I just noticed that my photo album is ten years old this year. Well, at least the end of this year, but the first image is dated Added: 1997-11-01 17:27:58 by dustin.

This has been my technology testbed. It started out as some perl CGIs, and then moved to mod_perl after a while. I had a custom templating system. I did some work on making an Eiffel version early on, but after making a CGI library and a postgres interface, I didn't seem to want to go through the effort of building out the rest of the required infrastructure to just to have another CGI based system.

When it existed as a perl CGI, I learned a bunch of stuff. I developed a decent perl library for database management and stuff (as decent as I could make it). I learned a ton about database schema design along the way, too.

In the application itself, I had neat stuff like single request display pages by embedding images directly into the web page for Netscape >= 4.6 (it was cool in 1998, and a bit easier on my web server). I also had per-user UI customization by storing CSS in a cookie.

At some point, it became obvious I was going to have to write java for work, and the servlet API looked pretty good, so I basically ported the existing code over, got jserv in place, and watched it go. I learned a lot there, and developed a bunch of java technologies I still use in pretty much ever java project I encounter today.

Throughout the years, there was a lot of morphing under java. Much of it was stuff I was considering for my day job. I started making a list of some of the highlights over the years, but as a technology playground with real-world use, the list went on and on and got boring fast. It's been clustered, split into different server-side tiers (image processing/caching separate from UI pages), had externalizable presentation (when I was doing XSLT, users could edit their own stylesheets and dramatically change the look and feel of the site). Way too much stuff to mention.
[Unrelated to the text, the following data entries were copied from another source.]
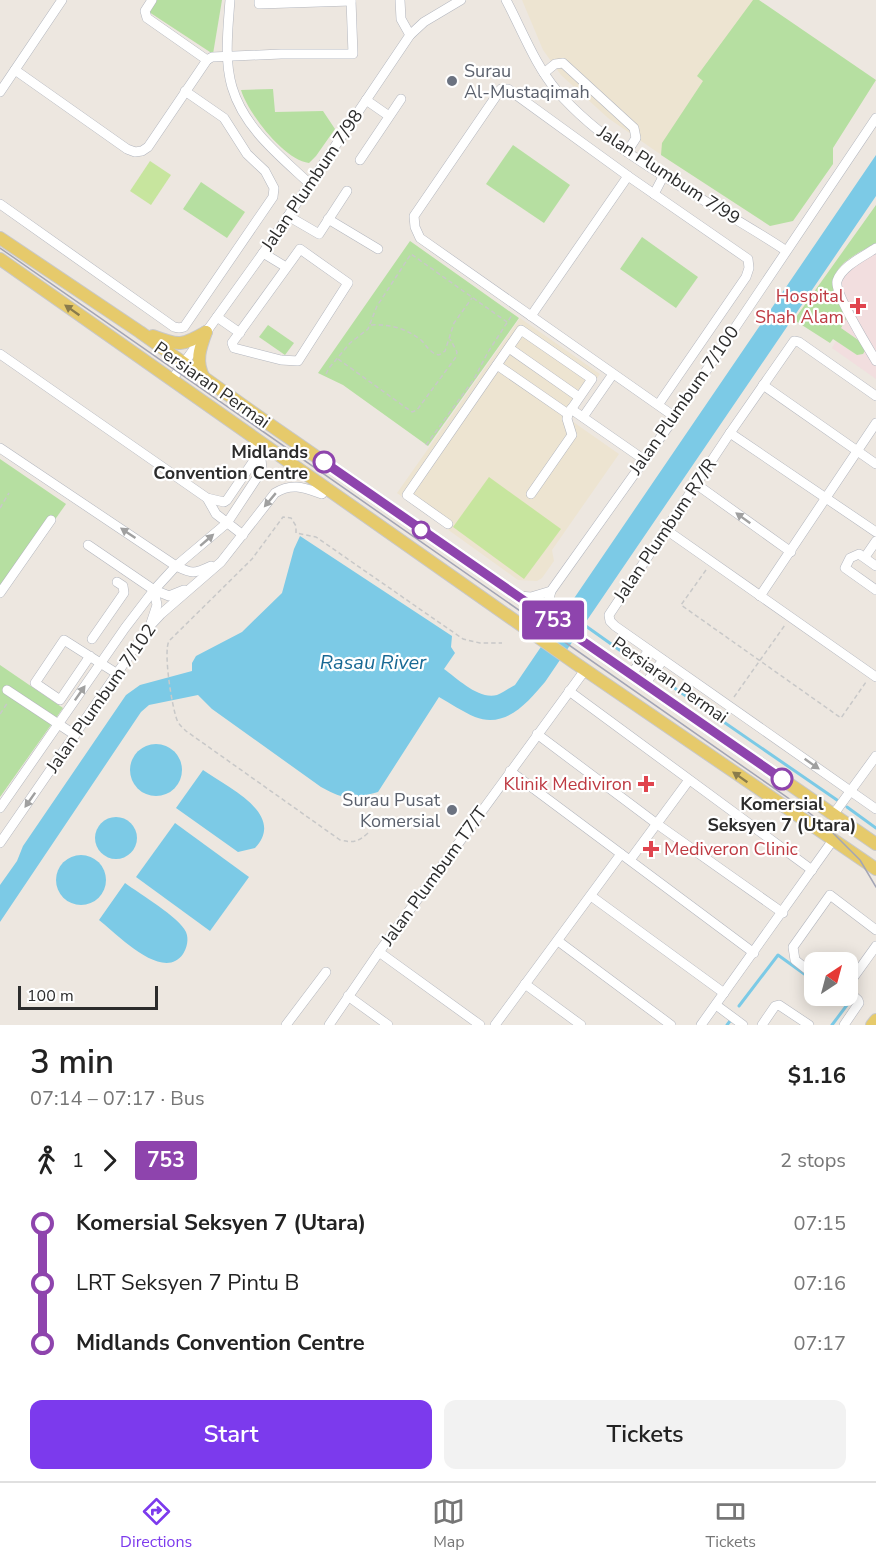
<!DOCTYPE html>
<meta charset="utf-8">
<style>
:root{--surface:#fff;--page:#f2f2f2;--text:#222;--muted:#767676;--line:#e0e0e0;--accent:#7c3aed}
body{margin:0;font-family:"Nunito Sans",sans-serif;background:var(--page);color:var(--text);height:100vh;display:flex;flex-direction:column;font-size:22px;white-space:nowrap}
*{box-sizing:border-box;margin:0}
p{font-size:20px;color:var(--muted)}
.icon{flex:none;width:33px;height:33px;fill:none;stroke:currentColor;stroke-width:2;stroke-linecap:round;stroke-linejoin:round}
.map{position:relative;height:1025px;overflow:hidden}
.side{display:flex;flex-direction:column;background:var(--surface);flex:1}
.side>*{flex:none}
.badge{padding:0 12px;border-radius:4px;font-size:21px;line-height:39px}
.needle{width:39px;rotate:36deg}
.fabs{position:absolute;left:804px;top:952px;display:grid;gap:12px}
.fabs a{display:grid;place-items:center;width:54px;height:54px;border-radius:12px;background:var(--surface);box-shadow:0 3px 15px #0003;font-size:30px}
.scale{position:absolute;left:18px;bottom:15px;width:140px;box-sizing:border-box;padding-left:6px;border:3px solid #2c2c2c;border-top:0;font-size:16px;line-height:21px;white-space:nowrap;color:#2c2c2c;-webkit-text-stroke:4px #fff;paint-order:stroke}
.map>.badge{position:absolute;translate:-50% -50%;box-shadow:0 0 0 3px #fff}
.legs{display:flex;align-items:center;gap:9px;height:66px;padding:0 30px;font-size:20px}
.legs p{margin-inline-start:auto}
.overview{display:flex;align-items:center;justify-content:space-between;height:102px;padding:0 30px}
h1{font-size:33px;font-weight:600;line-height:45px}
.primary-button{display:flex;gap:12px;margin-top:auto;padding:12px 30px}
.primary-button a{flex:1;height:69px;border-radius:12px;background:var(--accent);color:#fff;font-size:24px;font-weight:600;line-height:69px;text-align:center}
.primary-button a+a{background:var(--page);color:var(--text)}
ul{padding:0 30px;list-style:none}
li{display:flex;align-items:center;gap:21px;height:60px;font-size:22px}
li i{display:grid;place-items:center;width:9px;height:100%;margin:0 8px;background:currentColor}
li i::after{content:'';width:15px;height:15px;margin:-8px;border:4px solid;border-radius:50%;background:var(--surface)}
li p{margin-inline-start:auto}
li:first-child i{background:linear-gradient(#0000 50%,currentColor 0)}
li:last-child i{background:linear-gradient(currentColor 50%,#0000 0)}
.menu{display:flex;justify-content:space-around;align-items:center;height:84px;border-top:2px solid var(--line);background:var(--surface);font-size:16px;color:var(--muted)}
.menu a{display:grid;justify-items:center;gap:3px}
.menu .current{color:var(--accent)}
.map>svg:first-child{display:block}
.education{fill:#ede4d1}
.medical{fill:#f2dedf}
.green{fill:#b6dfa1}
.pitch{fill:#c7e59e}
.water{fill:#7ccae6}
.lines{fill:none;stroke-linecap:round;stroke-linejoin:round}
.stream{stroke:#7ccae6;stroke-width:3}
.minor-casing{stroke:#b3b6be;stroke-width:10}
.major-casing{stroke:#c8c8c8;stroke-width:14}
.path{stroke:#c8c8c8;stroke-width:1.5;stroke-dasharray:4.5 3;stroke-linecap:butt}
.minor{stroke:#fff;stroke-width:9}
.major{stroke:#e6ca6b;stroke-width:12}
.tram{stroke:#a3a5b5;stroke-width:1.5}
.oneway{fill:#897b4c}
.oneway2{fill:#a0a0a0}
.line-1-casing{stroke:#fff;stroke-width:14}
.line-1{stroke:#8e44ad;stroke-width:9}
.worship-dot{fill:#6b7280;stroke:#fff;stroke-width:2}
.health-dot{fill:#e0444e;stroke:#fff;stroke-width:2}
.stop-1-dot{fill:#fff;stroke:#8e44ad;stroke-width:3}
.labels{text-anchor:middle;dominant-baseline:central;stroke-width:4.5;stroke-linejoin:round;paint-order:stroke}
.worship-label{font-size:18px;fill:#5b616d;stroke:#fff;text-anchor:start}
.street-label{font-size:18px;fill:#2c2c2c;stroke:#fff}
.health-label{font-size:18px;fill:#be3a42;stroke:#fff;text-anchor:end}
.stop-label{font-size:18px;font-weight:bold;fill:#2c2c2c;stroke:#fff;text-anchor:end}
.water-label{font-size:20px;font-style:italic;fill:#186994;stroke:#fff}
</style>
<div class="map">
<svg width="876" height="1025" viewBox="0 0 876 1025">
<rect width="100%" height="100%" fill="#ede7e0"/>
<g class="education">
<path d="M522,0H756L773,222L657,152L608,118L561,75L543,50Z"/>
<path d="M520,318L600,374L569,419L619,454L552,550L554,561L542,578L537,581L518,580L397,493Z"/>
</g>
<path class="medical" d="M876,243V379L832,348L836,341L857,355L861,342L841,328L833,290V280L843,263Z"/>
<g class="green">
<path d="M157,0H222L213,54L149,12Z"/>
<path d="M753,0H759L876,80L833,148V164L793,221L770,226L661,155L662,143L703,81L697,76Z"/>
<path d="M273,89L275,112L323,111L335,129L316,156L309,163C284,160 248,113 241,90Z"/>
<path d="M513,145L570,185L544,223L486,184Z"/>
<path d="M201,182L245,212L227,238L183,209Z"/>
<path d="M876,205V243C858,253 826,267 834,293C837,302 844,309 846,319L841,328L861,342L866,349L863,354L857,355L833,339L830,343L794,320Z"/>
<path d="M642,237L698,277L676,308L620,269Z"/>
<path d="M410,241L519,318L428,446L343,385L318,373Z"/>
<path d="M268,325L294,343L285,355L259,337Z"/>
<path d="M0,459L66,504L0,597Z"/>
<path d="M0,665L63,708L0,797Z"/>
</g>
<g class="pitch">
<path d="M150,161L171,175L151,205L130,191Z"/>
<path d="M489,477L561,529L524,579L453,527Z"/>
</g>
<g class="water">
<path d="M876,155V196L545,682C528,702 506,729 475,717C463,712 450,703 439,697L378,792C351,799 346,801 321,787L212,709L198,695L149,705L141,712L0,922V885L17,861L23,846L126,695L140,685L192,671V663L196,656L242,632L282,593L294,549L300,536L452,636L451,647L455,653L444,669C458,679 479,700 497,695C503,693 509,688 515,685Z"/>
<circle cx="156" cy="770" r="26"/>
<path d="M203,770C227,787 287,814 255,848L238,852L176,808Z"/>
<circle cx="116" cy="838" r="21"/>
<path d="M175,823L249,877L210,931L136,877Z"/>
<circle cx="81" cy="880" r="25"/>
<path d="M125,883C140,894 179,917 186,932C189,939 187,948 183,954C163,983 116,933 99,920Z"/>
</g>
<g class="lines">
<g class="stream">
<path d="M583,624L635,661"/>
<path d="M657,676L837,800"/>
<path d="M847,807L876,828"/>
<path d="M836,996L846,1003"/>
<path d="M739,1006L778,955L814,981"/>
<path d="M727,1025L730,1021"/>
<path d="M832,1025L847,1005"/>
</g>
<defs>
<g id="minor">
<path d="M152,0L145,11L147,18L207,60"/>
<path d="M230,0C228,28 224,60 232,87C244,128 280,156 310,184"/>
<path d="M259,0V4L351,1"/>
<path d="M400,0L401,19L410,35"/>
<path d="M506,0C522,30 535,65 557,91C614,157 713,202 785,250"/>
<path d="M207,60L212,57L281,54H353L351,0"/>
<path d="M15,70L127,149L135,152L142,151L148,147L207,60"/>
<path d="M544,73L555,64L563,63L634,128L636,138L627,152"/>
<path d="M0,92L62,0"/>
<path d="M366,100L389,116"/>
<path d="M360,160L401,99"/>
<path d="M654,194L664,175"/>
<path d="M0,204L174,327L179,328L184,327L273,197L274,188L265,171L247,154L224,118L185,91"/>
<path d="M288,216L319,234L347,191"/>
<path d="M328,219L378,249"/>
<path d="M876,248C864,256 842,266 837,281C834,293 868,347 876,361"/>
<path d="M300,249L348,283L298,361L281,360L234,348L232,343Z"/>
<path d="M263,253L286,267"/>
<path d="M531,316L628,176"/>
<path d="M217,317L240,333"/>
<path d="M509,348L579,397"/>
<path d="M0,354L207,498L224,502L227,500L259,453"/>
<path d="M497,365L568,414"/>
<path d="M176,374L263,253L410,35L424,22L461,0"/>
<path d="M763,385L876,464"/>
<path d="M876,396L799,342L794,341L730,433L609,615L610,621L615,626L876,809"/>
<path d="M658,405L746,277L749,268L748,259L628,176L508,89H501L414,216L415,227L420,238L675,417"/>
<path d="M571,409L643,459"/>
<path d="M583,417L613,374"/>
<path d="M730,433L876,532"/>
<path d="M0,448L176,566C192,574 194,574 211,566"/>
<path d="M696,484L791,552"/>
<path d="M207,498L216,514L243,535"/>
<path d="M448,524L407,495L521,330L592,379L568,414L567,419L572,435L531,494"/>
<path d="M665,529L876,677"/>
<path d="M88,545L154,590L169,596L184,590"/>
<path d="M865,557L876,541"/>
<path d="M876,566L859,554L850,558L845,568L876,590"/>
<path d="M0,593L51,520"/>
<path d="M519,596L531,597L551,591"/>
<path d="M760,596L876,423"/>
<path d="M545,614L551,591L675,417L876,118"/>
<path d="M151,623L157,605L154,590"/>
<path d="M92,639L124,593L123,586L117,582"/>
<path d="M90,656L60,700L35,683L64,640L116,673"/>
<path d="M631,675L649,650"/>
<path d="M645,684L663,660"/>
<path d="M7,690L75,735"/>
<path d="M569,691L812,870"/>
<path d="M537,734L657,824L783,913"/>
<path d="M510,771L754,953"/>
<path d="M0,808L125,628L154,590L176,566L227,523L262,470L261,459L254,443"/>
<path d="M833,815L876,756"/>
<path d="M0,843L149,627L161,614L221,562L275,493C292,482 305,488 322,494"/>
<path d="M630,860L689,780"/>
<path d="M591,896L724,993"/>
<path d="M558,941L671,1025"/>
<path d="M379,952L480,1025"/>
<path d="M814,975L795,960L793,947L830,895L876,930"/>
<path d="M525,984L581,1025"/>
<path d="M848,985L876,946"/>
<path d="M348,996L388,1025"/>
<path d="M716,1005L743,1025"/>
<path d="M286,1025L326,972"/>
<path d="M329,1025L379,952L585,670"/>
<path d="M495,1025L621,854"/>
<path d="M701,1025L833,840"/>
<path d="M762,1025L775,1006L779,1005L809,1025"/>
<path d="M844,1025L859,1003L858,1000L848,991"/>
</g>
<g id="major">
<path d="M0,238L140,332L269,424L876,844"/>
<path d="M0,259L575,663L876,869"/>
<path d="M153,336C179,346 182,346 206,332"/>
<path d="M204,378C195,362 200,348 206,332"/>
<path d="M872,1025L876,1020"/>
</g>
</defs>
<use href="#minor" class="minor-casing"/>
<use href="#major" class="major-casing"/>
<g class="path">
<path d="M371,325C390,324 405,328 421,340C427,346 431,354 439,355L445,351L454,323L472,298"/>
<path d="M338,359L412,412L417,410L456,357L457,352L450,339"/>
<path d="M326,374L329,368L350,343L368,329L377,306L411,254L507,322"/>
<path d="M426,445L474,379L488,352L512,315"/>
<path d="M0,508L9,493"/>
<path d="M706,570L681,605L841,718L866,682"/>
<path d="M734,697L785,625"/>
<path d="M0,714L8,702"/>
<path d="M368,833C358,842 353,843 340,840L186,731C183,728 179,725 177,720C172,707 163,652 169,641L252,559L283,517L291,518L296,526V533L316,537L463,639L480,643H502"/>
</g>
<use href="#minor" class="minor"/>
<use href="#major" class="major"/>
<path class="tram" d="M0,248L801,807L823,823L860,860L876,887"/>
</g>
<defs><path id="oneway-solid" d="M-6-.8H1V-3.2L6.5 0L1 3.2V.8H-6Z" transform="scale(1.5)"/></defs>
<g class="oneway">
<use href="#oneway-solid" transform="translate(72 310) rotate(-145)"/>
<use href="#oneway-solid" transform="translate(740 777) rotate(-145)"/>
</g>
<g class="oneway2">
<use href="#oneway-solid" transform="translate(270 500) rotate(130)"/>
<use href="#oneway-solid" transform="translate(743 518) rotate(-144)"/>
<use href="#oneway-solid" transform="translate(128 533) rotate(-146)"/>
<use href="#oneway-solid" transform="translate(207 540) rotate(-41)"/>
<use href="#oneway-solid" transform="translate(80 693) rotate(-55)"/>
<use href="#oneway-solid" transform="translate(812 764) rotate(35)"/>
<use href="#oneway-solid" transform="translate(30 800) rotate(125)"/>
</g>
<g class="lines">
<defs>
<path id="line-1" d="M324,462L782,779"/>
</defs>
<use href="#line-1" class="line-1-casing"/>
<use href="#line-1" class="line-1"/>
</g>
<g class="worship-dot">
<circle cx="452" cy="81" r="6"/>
<circle cx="452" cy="810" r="6"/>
</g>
<g class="health-dot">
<path d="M855 297h6v6h6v6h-6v6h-6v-6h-6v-6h6z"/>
<path d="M643 775h6v6h6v6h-6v6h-6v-6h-6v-6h6z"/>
<path d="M648 840h6v6h6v6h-6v6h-6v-6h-6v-6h6z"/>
</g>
<g class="stop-1-dot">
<circle cx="324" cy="462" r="10"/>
<circle cx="421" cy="530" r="8"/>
<circle cx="782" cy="779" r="10"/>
</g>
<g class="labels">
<g class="worship-label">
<text x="464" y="71">Surau<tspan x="464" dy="21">Al-Mustaqimah</tspan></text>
<text x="440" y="800" text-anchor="end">Surau Pusat<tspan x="440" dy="21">Komersial</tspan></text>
</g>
<g class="street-label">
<text transform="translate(669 175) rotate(33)">Jalan Plumbum 7/99</text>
<text transform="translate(312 180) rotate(-56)">Jalan Plumbum 7/98</text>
<text transform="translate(212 385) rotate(35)">Persiaran Permai</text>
<text transform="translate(684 400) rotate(-55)">Jalan Plumbum 7/100</text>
<text transform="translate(665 530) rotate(-56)">Jalan Plumbum R7/R</text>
<text transform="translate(670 680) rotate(35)">Persiaran Permai</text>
<text transform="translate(101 698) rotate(-55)">Jalan Plumbum 7/102</text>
<text transform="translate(434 876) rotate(-54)">Jalan Plumbum T7/T</text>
</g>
<g class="health-label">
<text x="844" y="296">Hospital<tspan x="844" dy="21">Shah Alam</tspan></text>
<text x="632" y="784">Klinik Mediviron</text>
<text x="664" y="849" text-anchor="start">Mediveron Clinic</text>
</g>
<g class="stop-label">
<text x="308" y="452">Midlands<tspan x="308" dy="21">Convention Centre</tspan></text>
<text x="782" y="804" text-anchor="middle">Komersial<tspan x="782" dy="21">Seksyen 7 (Utara)</tspan></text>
</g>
<g class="water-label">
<text x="373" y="662">Rasau River</text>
</g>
</g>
</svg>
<div class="fabs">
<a><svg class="needle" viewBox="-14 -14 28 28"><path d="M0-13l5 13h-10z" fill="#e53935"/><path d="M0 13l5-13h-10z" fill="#767676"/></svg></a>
</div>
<div class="scale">100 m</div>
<b class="badge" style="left:553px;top:620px;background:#8e44ad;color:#fff">753</b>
</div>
<section class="side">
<div class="overview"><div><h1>3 min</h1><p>07:14 – 07:17 · Bus</p></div><b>$1.16</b></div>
<div class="legs"><svg class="icon" aria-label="walk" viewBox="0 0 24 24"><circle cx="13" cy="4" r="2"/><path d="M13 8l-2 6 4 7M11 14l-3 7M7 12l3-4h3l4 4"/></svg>1<svg class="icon" aria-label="forward" viewBox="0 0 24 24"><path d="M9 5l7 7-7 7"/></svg><b class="badge" style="background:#8e44ad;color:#fff">753</b><p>2 stops</p></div>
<ul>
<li><i style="color:#8e44ad"></i><b>Komersial Seksyen 7 (Utara)</b><p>07:15</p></li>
<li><i style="color:#8e44ad"></i><span>LRT Seksyen 7 Pintu B</span><p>07:16</p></li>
<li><i style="color:#8e44ad"></i><b>Midlands Convention Centre</b><p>07:17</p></li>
</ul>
<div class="primary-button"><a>Start</a><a>Tickets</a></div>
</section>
<nav class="menu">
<a class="current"><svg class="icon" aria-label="directions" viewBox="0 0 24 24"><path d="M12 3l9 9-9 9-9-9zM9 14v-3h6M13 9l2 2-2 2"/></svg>Directions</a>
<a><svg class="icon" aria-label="map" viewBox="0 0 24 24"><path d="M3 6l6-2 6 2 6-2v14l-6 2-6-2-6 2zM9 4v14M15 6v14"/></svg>Map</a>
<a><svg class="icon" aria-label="tickets" viewBox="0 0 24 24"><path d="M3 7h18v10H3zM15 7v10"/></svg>Tickets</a>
</nav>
It's been mostly good, though. I've lost a few pictures to bugs, which is devastating. That has made me put a lot of effort into data integrity. My first backup system for the photo album was a shell script that took a postgres dump and checked it into RCS on a Sparcstation IPX. After a while, I just didn't have the disk space to do such hideous stuff (although it was space efficient storage). My backups eventually morphed into what I have today, dumped automatically and shipped off to Amazon's S3 for offsite storage. I also have tools to validate the stuff I've got stored against what it thinks I should have stored (with a fancy AJAX progress bar). Of course, I can still screw stuff up if I'm not paying attention.

As of the time I took off for Christmas, we can add pictures via email, too, so we should be expecting to see more crappy camera-phone pictures showing up. I may be working on what (I think) is my fifth UI technology as well.

I hope I don't ever finish this software.